Under the hood this can attempt to auto-detect the best method of supporting these APIs. (along with fallbacks for custom web3.storage and pinning service APIs)

RangerMauve avatar Jul 25 '22 18:07 RangerMauve

For working with ipfs-car in JavaScript there's this API: https://github.com/web3-storage/ipfs-car

I think we can also use this for generating CAR files from the raw data. I'm not sure if it supports IPFS style chunking of large files, however.

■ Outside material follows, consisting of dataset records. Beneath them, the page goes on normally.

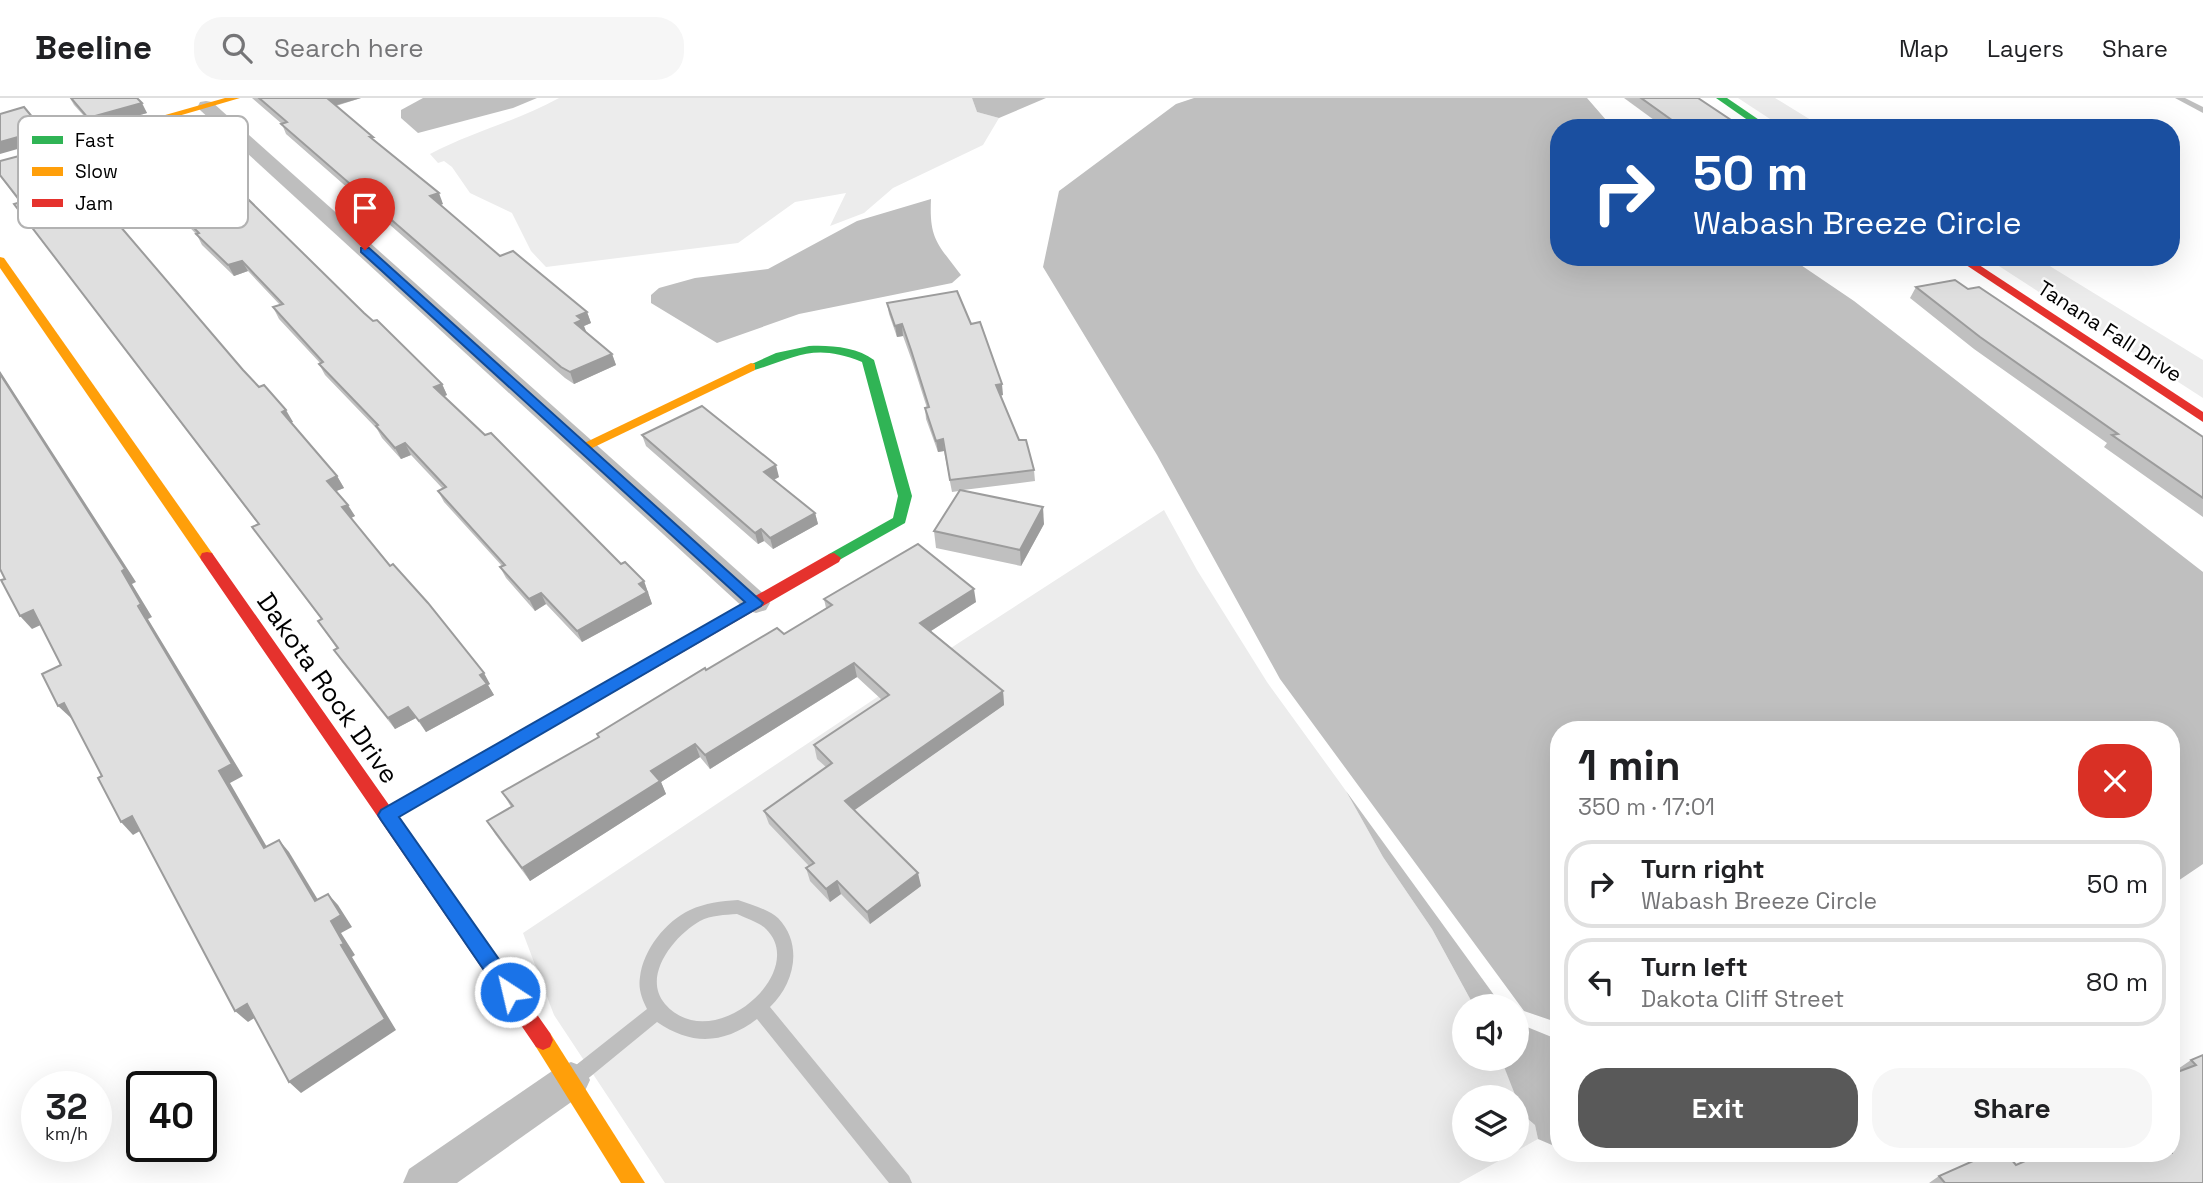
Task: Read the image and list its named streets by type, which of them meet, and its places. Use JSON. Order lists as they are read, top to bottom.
{
  "streets": {
    "street": ["Tanana Fall Drive", "Dakota Rock Drive"]
  },
  "legend": ["Fast", "Slow", "Jam"],
  "page": {
    "header": "Beeline",
    "search": "Search here",
    "nav": ["Map", "Layers", "Share"],
    "turn": ["50 m", "Wabash Breeze Circle"],
    "heading": ["1 min", "350 m · 17:01"],
    "list": [
      {
        "name": "Turn right",
        "note": "Wabash Breeze Circle",
        "value": "50 m"
      },
      {
        "name": "Turn left",
        "note": "Dakota Cliff Street",
        "value": "80 m"
      }
    ],
    "buttons": ["Exit", "Share"],
    "speed": "32 km/h",
    "limit": "40"
  }
}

Also not clear if we could "extend" an existing car (probably not, but I guess we don't really need to).

RangerMauve avatar Jul 25 '22 18:07 RangerMauve

js-ipfs doesn't have many options for chunking data, sadly. 😅 https://github.com/ipfs/js-ipfs/blob/master/docs/core-api/FILES.md#notes

Also with using a memory blockstore, it's not clear whether all data gets persisted in memory as the CAR file is being generated and how the garbage collection for that works. 🤔 Could be an issue for multi-GB archives.

How are archives currently persisted?

RangerMauve avatar Jul 25 '22 18:07 RangerMauve

We can assemble custom UnixFS nodes with this: https://github.com/ipfs/js-ipfs-unixfs/tree/master/packages/ipfs-unixfs#create-an-unixfs-data-element

Not entirely sure how this could be added to a CAR file. 🤔 Would be good to sit down with some folks that already know the internals to see the best path there. (the ipfs-car importer seems to expect raw data rather than IPFS dag nodes)

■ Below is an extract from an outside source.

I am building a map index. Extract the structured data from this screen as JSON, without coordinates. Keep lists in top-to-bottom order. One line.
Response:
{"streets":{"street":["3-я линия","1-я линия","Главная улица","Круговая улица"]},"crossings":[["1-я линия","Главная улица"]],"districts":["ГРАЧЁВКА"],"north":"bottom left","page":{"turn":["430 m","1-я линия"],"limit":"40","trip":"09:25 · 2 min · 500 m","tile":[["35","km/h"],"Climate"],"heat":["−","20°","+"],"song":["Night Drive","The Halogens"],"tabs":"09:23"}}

RangerMauve avatar Jul 25 '22 19:07 RangerMauve

For chunking we can use this code:

https://github.com/ipfs/js-ipfs-unixfs/blob/master/packages/ipfs-unixfs-importer/src/chunker/fixed-size.js

We can probably use the BufferList to split up the chunks

RangerMauve avatar Aug 03 '22 21:08 RangerMauve

TODO for API:

  • Detect what's available before initializing
  • Alternately auto-enable when initializing

Should we have a config to do "only local node"?

Also, IPFS integration might be opt-in and we shouldn't set up js-ipfs and instead prompt the user with info that IPFS isn't supported.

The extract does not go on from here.